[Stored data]
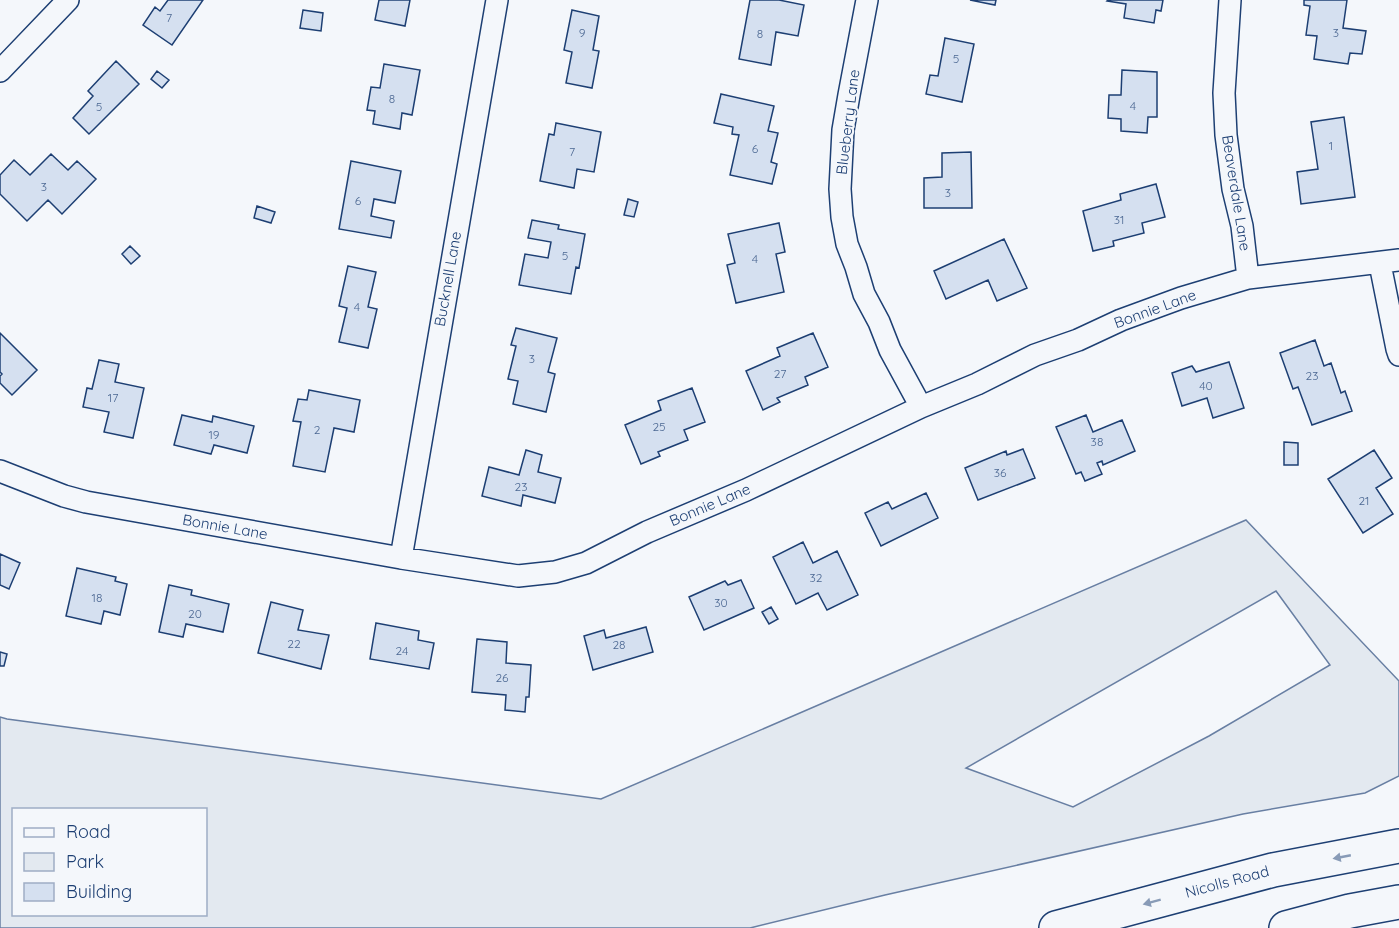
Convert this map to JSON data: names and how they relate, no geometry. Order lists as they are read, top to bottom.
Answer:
{
  "streets": {
    "highway": ["Nicolls Road"],
    "street": [
      "Blueberry Lane",
      "Beaverdale Lane",
      "Bucknell Lane",
      "Bonnie Lane"
    ]
  },
  "crossings": [
    ["Blueberry Lane", "Bonnie Lane"],
    ["Beaverdale Lane", "Bonnie Lane"],
    ["Bucknell Lane", "Bonnie Lane"]
  ],
  "house_numbers": [
    "7",
    "9",
    "3",
    "8",
    "5",
    "8",
    "4",
    "5",
    "1",
    "6",
    "7",
    "3",
    "3",
    "6",
    "31",
    "5",
    "4",
    "4",
    "3",
    "27",
    "23",
    "40",
    "17",
    "25",
    "2",
    "19",
    "38",
    "36",
    "23",
    "21",
    "32",
    "18",
    "30",
    "20",
    "22",
    "28",
    "24",
    "26"
  ],
  "legend": ["Road", "Park", "Building"]
}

[GOAL OF THE EXERCISE] In your copy, include no pictures; print every line above exactly.

[OUTPUT FOR THIS EXERCISE]
Convert this map to JSON data: names and how they relate, no geometry. Order lists as they are read, top to bottom.
Answer:
{
  "streets": {
    "highway": ["Nicolls Road"],
    "street": [
      "Blueberry Lane",
      "Beaverdale Lane",
      "Bucknell Lane",
      "Bonnie Lane"
    ]
  },
  "crossings": [
    ["Blueberry Lane", "Bonnie Lane"],
    ["Beaverdale Lane", "Bonnie Lane"],
    ["Bucknell Lane", "Bonnie Lane"]
  ],
  "house_numbers": [
    "7",
    "9",
    "3",
    "8",
    "5",
    "8",
    "4",
    "5",
    "1",
    "6",
    "7",
    "3",
    "3",
    "6",
    "31",
    "5",
    "4",
    "4",
    "3",
    "27",
    "23",
    "40",
    "17",
    "25",
    "2",
    "19",
    "38",
    "36",
    "23",
    "21",
    "32",
    "18",
    "30",
    "20",
    "22",
    "28",
    "24",
    "26"
  ],
  "legend": ["Road", "Park", "Building"]
}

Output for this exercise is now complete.